Post Pandemic Ethics
This post is part of our series entitled Teaching and Learning During a Pandemic, in which we invite guest authors to reflect on the challenges of the Coronavirus pandemic for teaching and learning. Our guest today is Peter Consenstein, a French professor in the department of Modern Languages at the Borough of Manhattan Community College and in the Ph.D. Program in French at CUNY Graduate Center. He is a translator and publishes critiques of contemporary and experimental French literature and poetry. Other posts in the series are compiled here.
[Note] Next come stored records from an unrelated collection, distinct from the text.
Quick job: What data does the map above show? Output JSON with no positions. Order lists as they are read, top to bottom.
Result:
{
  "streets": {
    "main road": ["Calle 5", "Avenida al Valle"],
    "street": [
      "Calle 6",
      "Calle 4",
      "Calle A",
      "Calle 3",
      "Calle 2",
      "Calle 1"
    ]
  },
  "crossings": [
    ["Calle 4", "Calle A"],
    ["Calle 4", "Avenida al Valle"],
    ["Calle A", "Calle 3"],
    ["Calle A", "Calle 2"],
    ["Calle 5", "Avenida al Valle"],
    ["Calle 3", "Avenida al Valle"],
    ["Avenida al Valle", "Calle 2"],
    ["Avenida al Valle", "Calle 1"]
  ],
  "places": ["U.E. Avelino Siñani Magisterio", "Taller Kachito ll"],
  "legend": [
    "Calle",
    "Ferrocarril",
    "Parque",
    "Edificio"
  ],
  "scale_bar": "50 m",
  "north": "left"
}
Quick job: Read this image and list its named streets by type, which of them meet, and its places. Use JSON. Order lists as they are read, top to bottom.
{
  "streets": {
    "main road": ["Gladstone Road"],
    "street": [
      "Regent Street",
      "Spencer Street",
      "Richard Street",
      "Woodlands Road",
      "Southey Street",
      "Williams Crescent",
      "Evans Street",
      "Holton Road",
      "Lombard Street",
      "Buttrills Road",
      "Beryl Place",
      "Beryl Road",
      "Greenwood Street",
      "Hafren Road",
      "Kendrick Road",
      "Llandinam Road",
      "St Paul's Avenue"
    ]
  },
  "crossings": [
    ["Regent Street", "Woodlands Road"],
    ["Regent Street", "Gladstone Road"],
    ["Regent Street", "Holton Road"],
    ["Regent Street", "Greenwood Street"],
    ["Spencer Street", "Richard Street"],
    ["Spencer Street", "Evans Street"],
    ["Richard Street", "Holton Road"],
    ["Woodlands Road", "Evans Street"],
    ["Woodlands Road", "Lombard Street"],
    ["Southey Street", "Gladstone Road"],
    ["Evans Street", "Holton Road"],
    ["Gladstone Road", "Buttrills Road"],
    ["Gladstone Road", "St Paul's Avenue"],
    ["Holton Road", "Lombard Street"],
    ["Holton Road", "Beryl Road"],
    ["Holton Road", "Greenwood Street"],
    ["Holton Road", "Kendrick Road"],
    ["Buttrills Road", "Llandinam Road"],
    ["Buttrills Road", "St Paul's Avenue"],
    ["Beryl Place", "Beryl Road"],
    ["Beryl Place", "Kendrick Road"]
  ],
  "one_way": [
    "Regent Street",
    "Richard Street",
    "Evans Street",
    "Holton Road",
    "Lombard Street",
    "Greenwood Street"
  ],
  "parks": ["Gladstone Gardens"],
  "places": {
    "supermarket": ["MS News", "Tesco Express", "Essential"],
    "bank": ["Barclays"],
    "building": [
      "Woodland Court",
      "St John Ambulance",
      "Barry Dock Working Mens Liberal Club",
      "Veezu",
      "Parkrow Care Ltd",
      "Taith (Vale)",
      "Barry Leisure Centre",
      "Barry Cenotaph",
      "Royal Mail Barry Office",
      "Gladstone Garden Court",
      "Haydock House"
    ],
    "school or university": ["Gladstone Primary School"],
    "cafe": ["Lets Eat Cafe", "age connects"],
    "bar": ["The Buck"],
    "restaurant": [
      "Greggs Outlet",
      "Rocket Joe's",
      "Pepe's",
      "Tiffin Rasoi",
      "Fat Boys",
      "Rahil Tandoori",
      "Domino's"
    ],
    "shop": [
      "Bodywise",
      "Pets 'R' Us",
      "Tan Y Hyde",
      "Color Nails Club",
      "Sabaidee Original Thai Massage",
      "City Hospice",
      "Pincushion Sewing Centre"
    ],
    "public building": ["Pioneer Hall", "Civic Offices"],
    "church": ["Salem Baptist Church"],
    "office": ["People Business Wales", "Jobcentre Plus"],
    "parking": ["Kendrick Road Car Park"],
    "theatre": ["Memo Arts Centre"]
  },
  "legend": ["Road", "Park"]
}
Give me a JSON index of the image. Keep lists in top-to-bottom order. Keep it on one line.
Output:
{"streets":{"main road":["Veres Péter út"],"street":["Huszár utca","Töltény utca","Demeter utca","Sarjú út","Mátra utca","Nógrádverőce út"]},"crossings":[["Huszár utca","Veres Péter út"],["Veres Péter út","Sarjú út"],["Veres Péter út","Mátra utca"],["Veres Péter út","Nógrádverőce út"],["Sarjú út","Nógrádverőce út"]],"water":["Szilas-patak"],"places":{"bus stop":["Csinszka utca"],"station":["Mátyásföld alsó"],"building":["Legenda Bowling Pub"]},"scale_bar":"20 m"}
Although intellectuals, educators, teachers and professors may be viewed as essential and/or frontline responders to the ongoing pandemic, we must admit that we intellectuals are not on the real front lines, ours are virtual. The difference between real and virtual spaces distinguishes life from death and sickness from health, a social situation at the heart of what it means to teach and learn through a pandemic. The students I taught were often real first responders. On real front lines, they faced sickness and death. They worked in grocery stores, they delivered food and medicine, they cleaned surfaces, they continued to take public transportation. They delivered services directly and indirectly to people like me. They kept me safe and fed.
On March 19, 2020, all of the campuses of the City University of New York (CUNY) closed and we moved to online or remote learning. Normal life routines ceased for 275,000 students on twenty-five campuses spread far and wide throughout the five boroughs of New York City, for 12,000 adjuncts and more than 7,500 full time faculty members, for the HEO’s (Higher Education Officers), the Professional Staff Congress (our faculty and staff union, representing 30,000 people), for most members of buildings and grounds crews, for all food service workers and for most members of the campuses’ security staff.' This was of course true for almost the entire City of New York and unless you were here, you cannot understand the isolation, desolation and strangeness we felt to see our entire city turn into a ghost town.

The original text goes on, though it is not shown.